### The data
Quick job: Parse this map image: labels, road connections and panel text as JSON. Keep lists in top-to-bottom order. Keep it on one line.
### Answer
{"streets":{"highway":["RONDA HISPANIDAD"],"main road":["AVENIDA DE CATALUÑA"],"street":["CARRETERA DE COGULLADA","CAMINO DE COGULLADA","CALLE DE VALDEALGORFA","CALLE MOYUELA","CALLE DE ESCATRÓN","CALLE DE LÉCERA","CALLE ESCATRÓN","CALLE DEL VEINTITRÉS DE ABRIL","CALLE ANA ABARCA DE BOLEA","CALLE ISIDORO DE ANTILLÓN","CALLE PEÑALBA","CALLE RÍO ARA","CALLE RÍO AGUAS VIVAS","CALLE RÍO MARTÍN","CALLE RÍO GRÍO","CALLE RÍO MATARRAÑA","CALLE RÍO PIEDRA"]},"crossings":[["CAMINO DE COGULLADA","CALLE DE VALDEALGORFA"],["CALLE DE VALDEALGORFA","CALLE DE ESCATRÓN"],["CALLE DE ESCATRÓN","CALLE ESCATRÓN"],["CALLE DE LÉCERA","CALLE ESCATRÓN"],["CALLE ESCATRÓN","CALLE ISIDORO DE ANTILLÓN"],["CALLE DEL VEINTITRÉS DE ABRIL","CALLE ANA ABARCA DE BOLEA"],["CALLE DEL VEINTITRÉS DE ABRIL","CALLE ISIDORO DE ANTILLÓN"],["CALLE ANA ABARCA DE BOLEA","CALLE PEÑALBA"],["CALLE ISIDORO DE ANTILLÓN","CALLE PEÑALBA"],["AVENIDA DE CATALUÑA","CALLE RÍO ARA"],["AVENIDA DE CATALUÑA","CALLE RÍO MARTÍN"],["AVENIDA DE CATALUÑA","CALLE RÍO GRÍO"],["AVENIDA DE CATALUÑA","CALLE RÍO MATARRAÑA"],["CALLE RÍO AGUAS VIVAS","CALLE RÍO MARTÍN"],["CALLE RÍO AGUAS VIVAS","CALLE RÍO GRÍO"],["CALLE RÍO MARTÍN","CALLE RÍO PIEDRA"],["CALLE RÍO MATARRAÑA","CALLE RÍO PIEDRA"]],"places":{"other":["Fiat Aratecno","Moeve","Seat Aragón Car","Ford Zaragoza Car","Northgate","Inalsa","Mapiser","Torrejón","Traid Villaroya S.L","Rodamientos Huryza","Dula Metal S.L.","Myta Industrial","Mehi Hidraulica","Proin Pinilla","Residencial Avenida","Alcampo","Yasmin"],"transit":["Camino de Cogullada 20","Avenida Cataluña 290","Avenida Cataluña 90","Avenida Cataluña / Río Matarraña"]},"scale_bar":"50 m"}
######
Brief: Please go over the data above and copy each line with "road" in it.

Solution:
Quick job: Parse this map image: labels, road connections and panel text as JSON. Keep lists in top-to-bottom order. Keep it on one line.
{"streets":{"highway":["RONDA HISPANIDAD"],"main road":["AVENIDA DE CATALUÑA"],"street":["CARRETERA DE COGULLADA","CAMINO DE COGULLADA","CALLE DE VALDEALGORFA","CALLE MOYUELA","CALLE DE ESCATRÓN","CALLE DE LÉCERA","CALLE ESCATRÓN","CALLE DEL VEINTITRÉS DE ABRIL","CALLE ANA ABARCA DE BOLEA","CALLE ISIDORO DE ANTILLÓN","CALLE PEÑALBA","CALLE RÍO ARA","CALLE RÍO AGUAS VIVAS","CALLE RÍO MARTÍN","CALLE RÍO GRÍO","CALLE RÍO MATARRAÑA","CALLE RÍO PIEDRA"]},"crossings":[["CAMINO DE COGULLADA","CALLE DE VALDEALGORFA"],["CALLE DE VALDEALGORFA","CALLE DE ESCATRÓN"],["CALLE DE ESCATRÓN","CALLE ESCATRÓN"],["CALLE DE LÉCERA","CALLE ESCATRÓN"],["CALLE ESCATRÓN","CALLE ISIDORO DE ANTILLÓN"],["CALLE DEL VEINTITRÉS DE ABRIL","CALLE ANA ABARCA DE BOLEA"],["CALLE DEL VEINTITRÉS DE ABRIL","CALLE ISIDORO DE ANTILLÓN"],["CALLE ANA ABARCA DE BOLEA","CALLE PEÑALBA"],["CALLE ISIDORO DE ANTILLÓN","CALLE PEÑALBA"],["AVENIDA DE CATALUÑA","CALLE RÍO ARA"],["AVENIDA DE CATALUÑA","CALLE RÍO MARTÍN"],["AVENIDA DE CATALUÑA","CALLE RÍO GRÍO"],["AVENIDA DE CATALUÑA","CALLE RÍO MATARRAÑA"],["CALLE RÍO AGUAS VIVAS","CALLE RÍO MARTÍN"],["CALLE RÍO AGUAS VIVAS","CALLE RÍO GRÍO"],["CALLE RÍO MARTÍN","CALLE RÍO PIEDRA"],["CALLE RÍO MATARRAÑA","CALLE RÍO PIEDRA"]],"places":{"other":["Fiat Aratecno","Moeve","Seat Aragón Car","Ford Zaragoza Car","Northgate","Inalsa","Mapiser","Torrejón","Traid Villaroya S.L","Rodamientos Huryza","Dula Metal S.L.","Myta Industrial","Mehi Hidraulica","Proin Pinilla","Residencial Avenida","Alcampo","Yasmin"],"transit":["Camino de Cogullada 20","Avenida Cataluña 290","Avenida Cataluña 90","Avenida Cataluña / Río Matarraña"]},"scale_bar":"50 m"}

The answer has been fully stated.